You don't need to explain that a benign beliefs hold no danger for anyone, but you have
very little hope of making the case, that these people are not making a plethora of decisions
every day, based on the worst possible information, and that those decisions are often very bad.

Just today, I was involved in a discussion, which was the usual nonsense, that since I had
not read the entire proceedings of The Constitutional Convention, that I could not know that
the intent of the establishment clause was not to simply keep on religious sect from gaining
supremacy over all. others. I tried in vain, that one of the subtitles of our legislative
systems, is that it really is the one place that an elected representative my represent his
constituents in any way they want him or her to so do.

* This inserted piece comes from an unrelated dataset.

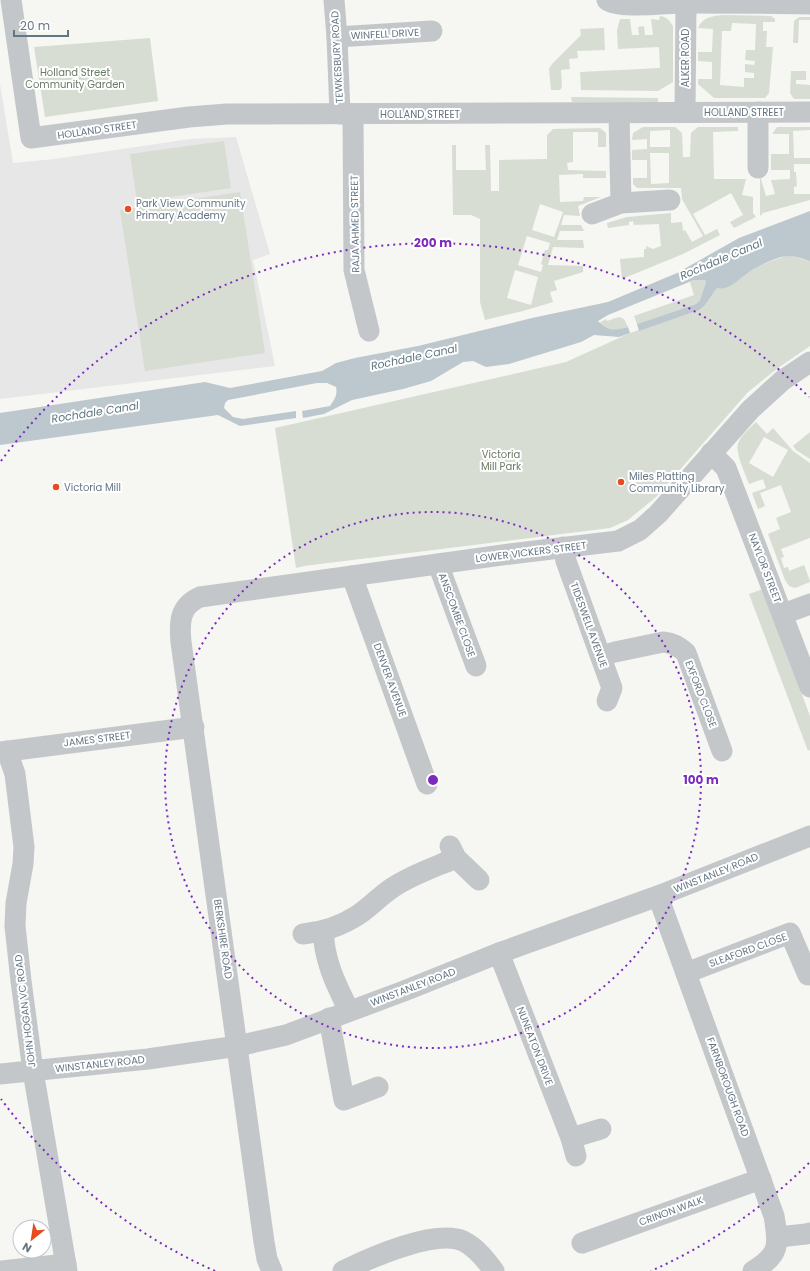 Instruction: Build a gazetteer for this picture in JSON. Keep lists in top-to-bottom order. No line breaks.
{"streets":{"street":["WINFELL DRIVE","TEWKESBURY ROAD","ALKER ROAD","HOLLAND STREET","RAJA AHMED STREET","LOWER VICKERS STREET","NAYLOR STREET","ANSCOMBE CLOSE","TIDESWELL AVENUE","DENVER AVENUE","EXFORD CLOSE","JAMES STREET","WINSTANLEY ROAD","BERKSHIRE ROAD","SLEAFORD CLOSE","JOHN HOGAN VC ROAD","NUNEATON DRIVE","FARNBOROUGH ROAD","CRINON WALK"]},"crossings":[["WINFELL DRIVE","TEWKESBURY ROAD"],["TEWKESBURY ROAD","HOLLAND STREET"],["TEWKESBURY ROAD","RAJA AHMED STREET"],["ALKER ROAD","HOLLAND STREET"],["HOLLAND STREET","RAJA AHMED STREET"],["LOWER VICKERS STREET","NAYLOR STREET"],["LOWER VICKERS STREET","ANSCOMBE CLOSE"],["LOWER VICKERS STREET","TIDESWELL AVENUE"],["LOWER VICKERS STREET","DENVER AVENUE"],["LOWER VICKERS STREET","BERKSHIRE ROAD"],["TIDESWELL AVENUE","EXFORD CLOSE"],["JAMES STREET","BERKSHIRE ROAD"],["JAMES STREET","JOHN HOGAN VC ROAD"],["WINSTANLEY ROAD","BERKSHIRE ROAD"],["WINSTANLEY ROAD","JOHN HOGAN VC ROAD"],["WINSTANLEY ROAD","NUNEATON DRIVE"],["WINSTANLEY ROAD","FARNBOROUGH ROAD"],["SLEAFORD CLOSE","FARNBOROUGH ROAD"],["FARNBOROUGH ROAD","CRINON WALK"]],"water":["Rochdale Canal"],"parks":["Holland Street Community Garden","Victoria Mill Park"],"places":["Park View Community Primary Academy","Miles Platting Community Library","Victoria Mill"],"scale_bar":"20 m","north":"bottom left","rings":["200 m","100 m"]}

He can ignore every real problem we face
to clutter the legislative agenda with proposed bills that all mashed potatos must be placed on
the plate in the form of a cross; and, as long as he doesn't violate the ethics rules of his
body, or the constitutions as the pertain, he is perfectly free to do so, and no one but his
voters can stop him.

But the establishment clause, can, and does stop him.

These are the same people who think that godless atheist have run amok in a vendetta to erase
all the religious freedoms they can get their hands on. They never seem to realize, that in the
vast majority of cases, the actions are not only instituted by the theists themselves, but that
in almost every instance, the actions undertaken by secularists are in an effort to redress some
of the excesses that good god-fearing people have thought it was their mandate to create. Without
that voice of descent, they just go right along and put their stamp on everything, and have the
effrontery to feel abused when someone tells them that they really should not be doing that.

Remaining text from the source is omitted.